Em primeiro plano, Aristóteles em seu livro “Ética a Nicomaco” diz que a política existe para garantir a felicidade dos cidadãos. No entanto, percebe-se que essa tese não se aplica à questão da internet como ferramenta para a democratização do conhecimento, uma vez que as disparidades sociais e regionais surgem como obstáculos para a inclusão digital, não integrando diferentes camadas sociais. Assim, sem o comprometimento do Poder Estatal em aplicar políticas públicas para solucionar o impasse, percebe-se que a ideia de bem-estar, da qual defende o filósofo, não se materializa.

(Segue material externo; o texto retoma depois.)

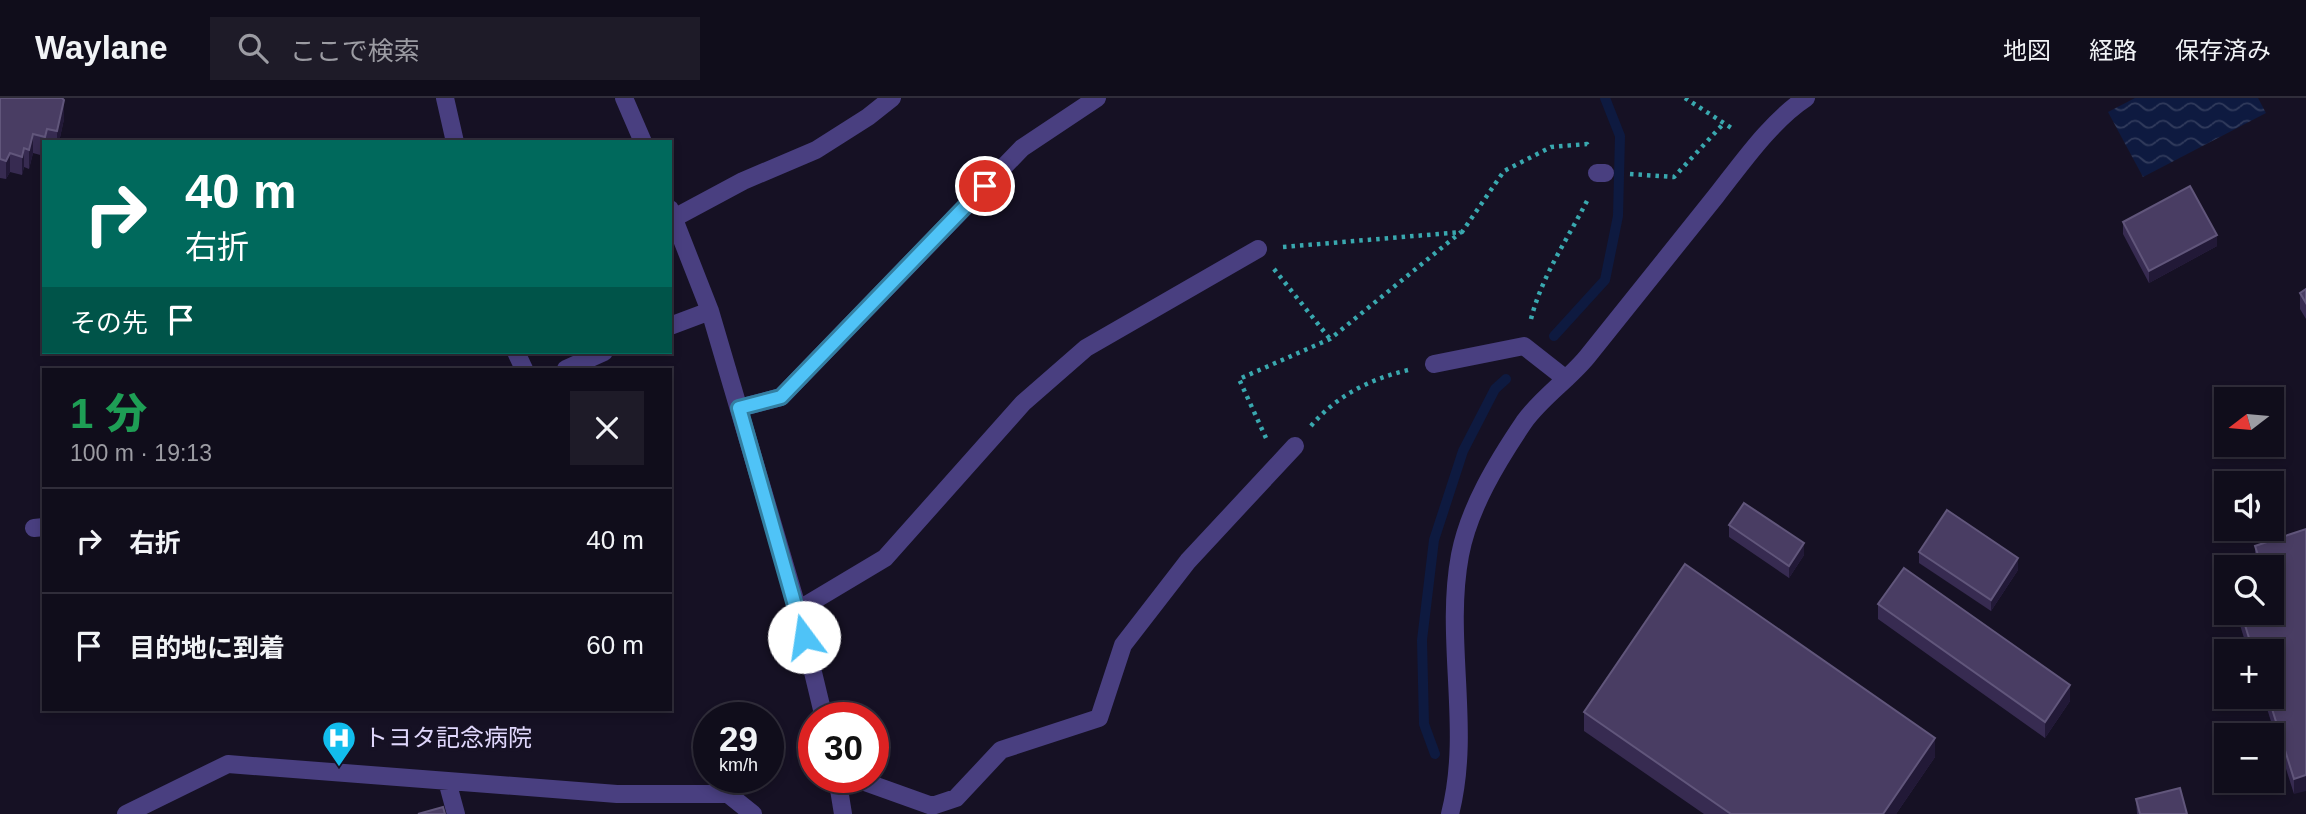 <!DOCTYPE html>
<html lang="ja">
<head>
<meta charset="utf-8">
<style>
	body { margin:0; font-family:Arial,"Noto Sans JP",sans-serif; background:#1e1b28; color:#f1f3f6; height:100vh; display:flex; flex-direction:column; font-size:26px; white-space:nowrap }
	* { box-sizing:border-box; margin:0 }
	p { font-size:23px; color:#9c9ca3 }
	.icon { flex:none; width:38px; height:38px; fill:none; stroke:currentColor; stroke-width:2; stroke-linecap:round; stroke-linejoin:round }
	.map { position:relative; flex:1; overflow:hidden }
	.sheet { position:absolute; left:42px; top:270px; width:630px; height:343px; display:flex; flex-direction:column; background:#100d1b; border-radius:0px; box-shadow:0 4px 10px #0003,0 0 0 2px #302d3a }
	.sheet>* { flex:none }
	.banner { position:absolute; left:42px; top:42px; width:630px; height:214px; border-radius:0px; box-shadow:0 4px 10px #0003,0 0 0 2px #302d3a; background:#00695c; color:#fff; overflow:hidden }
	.needle { width:46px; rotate:254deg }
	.fabs { position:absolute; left:2214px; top:289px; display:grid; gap:14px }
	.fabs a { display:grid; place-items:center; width:70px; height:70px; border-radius:0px; background:#100d1b; box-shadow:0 4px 10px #0003,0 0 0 2px #302d3a; font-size:35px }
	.speed { position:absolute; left:693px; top:604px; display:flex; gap:14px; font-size:35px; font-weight:700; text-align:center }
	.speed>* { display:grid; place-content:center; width:91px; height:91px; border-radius:50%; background:#100d1b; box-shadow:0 4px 10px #0003,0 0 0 2px #302d3a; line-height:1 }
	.speed small { font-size:18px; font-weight:400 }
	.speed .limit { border:10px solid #d22; background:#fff; color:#111 }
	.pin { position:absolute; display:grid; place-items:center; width:60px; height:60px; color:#fff; margin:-30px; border:4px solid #fff; border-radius:50%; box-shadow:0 2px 7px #0007 }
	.me { position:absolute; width:77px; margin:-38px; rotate:346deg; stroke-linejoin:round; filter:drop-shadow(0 0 5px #0008) }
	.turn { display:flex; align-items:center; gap:24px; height:147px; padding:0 28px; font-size:32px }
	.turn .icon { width:91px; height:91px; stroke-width:2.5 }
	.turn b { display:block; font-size:49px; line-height:60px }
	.then { display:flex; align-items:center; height:66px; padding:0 28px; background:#0003; gap:14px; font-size:26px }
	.round { display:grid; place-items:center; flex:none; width:74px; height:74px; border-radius:0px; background:#1e1b28 }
	.summary { display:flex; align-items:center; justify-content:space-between; height:119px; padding:0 28px }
	h1 { font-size:42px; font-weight:800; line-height:52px; color:#1e9e55 }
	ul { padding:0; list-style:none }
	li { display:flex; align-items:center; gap:21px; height:105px; padding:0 28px; border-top:2px solid #302d3a }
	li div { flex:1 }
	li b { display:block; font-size:26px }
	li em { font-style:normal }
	header { display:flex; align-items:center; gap:42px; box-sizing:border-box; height:98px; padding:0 35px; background:#100d1b; border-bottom:2px solid #302d3a }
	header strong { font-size:33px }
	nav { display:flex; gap:38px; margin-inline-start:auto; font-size:24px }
	.search { width:490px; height:63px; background:#1e1b28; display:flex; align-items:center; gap:18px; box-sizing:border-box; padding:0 24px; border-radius:0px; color:#9c9ca3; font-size:26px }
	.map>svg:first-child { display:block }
	.water { fill:url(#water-waves) }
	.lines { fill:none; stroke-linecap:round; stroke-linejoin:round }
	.stream { stroke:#0e1a40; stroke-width:10 }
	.path { stroke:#39a8af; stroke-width:4.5; stroke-dasharray:3.5 5; stroke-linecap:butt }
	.minor { stroke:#493f80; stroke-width:18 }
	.wall { fill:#372b51 }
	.shaded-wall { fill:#221937 }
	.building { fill:#493d63; stroke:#61567b; stroke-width:2 }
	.route-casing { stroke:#337fa1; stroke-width:18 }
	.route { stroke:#4fc3f7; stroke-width:12 }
	.labels { text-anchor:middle; stroke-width:7; stroke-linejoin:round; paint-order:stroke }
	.poi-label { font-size:24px; fill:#e0d7fc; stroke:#161124; text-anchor:start }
</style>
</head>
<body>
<header>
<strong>Waylane</strong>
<div class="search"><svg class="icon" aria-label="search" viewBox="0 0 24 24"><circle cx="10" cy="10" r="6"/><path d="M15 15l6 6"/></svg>ここで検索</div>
<nav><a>地図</a><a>経路</a><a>保存済み</a></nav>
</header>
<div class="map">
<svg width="2306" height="716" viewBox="0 0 2306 716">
	<defs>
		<pattern id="water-waves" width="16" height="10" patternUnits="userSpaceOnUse" patternTransform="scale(1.75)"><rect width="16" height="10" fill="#0e1a40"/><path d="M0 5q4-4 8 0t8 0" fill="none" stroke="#313b5c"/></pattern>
	</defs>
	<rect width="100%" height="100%" fill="#161124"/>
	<path class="water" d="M2135,0H2258L2266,15L2143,79L2108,14Z"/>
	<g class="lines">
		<path class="stream" d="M1554,238L1605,182L1618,118L1620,38L1605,0
			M1435,656L1424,626L1422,542L1434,442L1463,353L1495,291L1506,281"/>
		<path class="path" d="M1685,0L1733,31
			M1630,76L1674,79L1725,24
			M1283,149L1462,134L1504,73L1551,49L1587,46L1588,48
			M1274,171L1330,241
			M1531,221C1542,177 1569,139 1589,99
			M1311,328C1336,298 1370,281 1408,272
			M1266,340L1239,281L1330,241L1461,134"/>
		<path class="minor" d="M445,0L455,44
			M624,0L643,44
			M1597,75H1605
			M670,111L710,213L798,512L824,620
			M674,120L743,83L816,52L868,19L892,0
			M670,228L710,213
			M516,254L524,271
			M1434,266L1524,248L1566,281
			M566,271L604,254
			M739,310L781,299L1022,50L1097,0
			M34,430L44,429
			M798,512L885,460L1023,305L1086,250L1258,151
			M837,679L843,716
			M851,679L932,708L956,700L1001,652L1099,620L1123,547L1188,463L1295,348
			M447,683L456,716
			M126,716L228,666L617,696H728L753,716
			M1450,716C1472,631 1444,543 1460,457C1469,410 1497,364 1524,324C1541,300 1568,282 1587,259C1630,205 1673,151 1716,98C1742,65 1771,23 1806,0"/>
	</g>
	<path class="wall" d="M0,0L64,21L59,44H44V58L33,55L29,71L24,69L22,77L10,74L6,81L0,80Z
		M2123,124L2217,148L2149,185L2123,136Z
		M2306,191V221L2300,211V195Z
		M1729,427L1804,457L1789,480L1729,439Z
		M2306,431L2294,696L2263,598H2272V553H2248L2236,514H2272V469H2257L2255,463V448Z
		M1919,454L2018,472L1991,513L1919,465Z
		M1878,506L2070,603L2045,640L1878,521Z
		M1584,614L1935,659L1896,716H1704L1584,633Z
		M2136,701L2187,716H2137Z"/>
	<path class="shaded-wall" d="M64,2V21L59,44H57V33Z
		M33,36V55L29,71V52Z
		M24,50V69L22,77V59Z
		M10,55V74L6,81V63Z
		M2217,137V148L2149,185V173Z
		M1804,445V457L1789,480V468Z
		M2018,460V472L1991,513V502Z
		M2070,587V603L2045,640V624Z
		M1935,640V659L1896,716H1883Z
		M2306,677V693L2294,696V681Z"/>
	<path class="building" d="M0,0H62L64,2L57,33L47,31L45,39L33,36L29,52L24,50L22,59L10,55L6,63L0,61Z
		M2190,88L2217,137L2149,173L2123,124Z
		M2306,191V205L2300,195Z
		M1744,405L1804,445L1789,468L1729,427Z
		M1947,412L2018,460L1991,502L1919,454Z
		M2306,431V677L2294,681L2268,598H2272V553H2253L2241,514H2272V469H2262L2255,448Z
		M1685,466L1935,640L1883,716H1731L1584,614Z
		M1904,470L2070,587L2045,624L1878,506Z
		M2180,690L2187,716H2140L2136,701Z
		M443,709L445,716H418Z"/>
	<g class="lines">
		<g class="route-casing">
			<path id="route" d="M804,539L739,310L781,299L985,88"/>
		</g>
		<use href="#route" class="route"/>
	</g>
	<defs>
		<g id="hospital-pin" transform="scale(1.75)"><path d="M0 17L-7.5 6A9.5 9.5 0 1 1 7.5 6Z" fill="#12bded" stroke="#161124"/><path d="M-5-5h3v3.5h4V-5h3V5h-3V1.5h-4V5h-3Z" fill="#fff"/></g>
	</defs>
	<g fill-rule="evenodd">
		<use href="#hospital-pin" x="339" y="640"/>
	</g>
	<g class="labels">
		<g class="poi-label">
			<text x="364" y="648">トヨタ記念病院</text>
		</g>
	</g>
</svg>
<div class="fabs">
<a><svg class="needle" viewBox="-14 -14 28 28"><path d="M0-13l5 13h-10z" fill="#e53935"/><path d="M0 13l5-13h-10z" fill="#9c9ca3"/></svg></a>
<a><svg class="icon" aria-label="sound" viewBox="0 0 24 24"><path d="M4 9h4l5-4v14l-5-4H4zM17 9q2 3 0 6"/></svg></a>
<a><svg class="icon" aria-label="search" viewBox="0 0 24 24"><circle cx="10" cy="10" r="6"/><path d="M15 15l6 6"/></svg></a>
<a>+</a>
<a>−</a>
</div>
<div class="speed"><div>29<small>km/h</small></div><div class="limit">30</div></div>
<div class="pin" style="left:985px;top:88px;background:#d93025"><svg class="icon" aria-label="arrive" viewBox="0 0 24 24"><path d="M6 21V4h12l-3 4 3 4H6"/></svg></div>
<svg class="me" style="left:804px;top:539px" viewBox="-20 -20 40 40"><circle r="19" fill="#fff"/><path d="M0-13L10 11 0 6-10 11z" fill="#4fc3f7"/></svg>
<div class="banner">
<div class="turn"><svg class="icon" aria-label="right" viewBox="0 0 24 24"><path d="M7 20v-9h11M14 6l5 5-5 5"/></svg><div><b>40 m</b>右折</div></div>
<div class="then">その先<svg class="icon" aria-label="arrive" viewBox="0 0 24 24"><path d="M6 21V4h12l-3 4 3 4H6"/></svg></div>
</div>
<section class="sheet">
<div class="summary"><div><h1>1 分</h1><p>100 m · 19:13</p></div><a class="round"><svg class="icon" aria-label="close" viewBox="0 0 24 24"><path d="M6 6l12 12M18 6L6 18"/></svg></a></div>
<ul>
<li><svg class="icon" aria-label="right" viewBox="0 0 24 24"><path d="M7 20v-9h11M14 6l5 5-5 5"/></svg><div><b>右折</b></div><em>40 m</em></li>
<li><svg class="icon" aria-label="arrive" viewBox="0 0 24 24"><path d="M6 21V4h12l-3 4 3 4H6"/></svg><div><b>目的地に到着</b></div><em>60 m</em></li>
</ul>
</section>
</div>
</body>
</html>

Ademais, é impotante pontuar que o cantor Cazuza trouxe uma enorme contribuição social quando afirmou, na sua canção “O tempo não para”, que constantemente o futuro repete o passado. Assim, percebe-se que a obra do autor tem estreita relação com a temática, visto que a internet e equipamentos para conexão com a rede não são acessíveis a toda população, estanto majoritariamente concentrada nas classes econômicas mais elevadas, fruto da herança histórica de construção do país no que diz respeito ao poder de compra.

Portanto, medidas são necessárias para solucionar a problemática. A população por meio de um projeto de iniciativa popular, deve criar um projeto social online, que crie uma equipe de trabalho a fim de monitorar e cobrar a atuação governamental em relação as questões sociais, como a internet como ferramenta para a democratização do conhecimento. Tal projeto deve eleger representantes de todo país e ter perfil e site público nas mídias sociais, com informações diárias de suas atividades para o acesso e salvaguarda da população.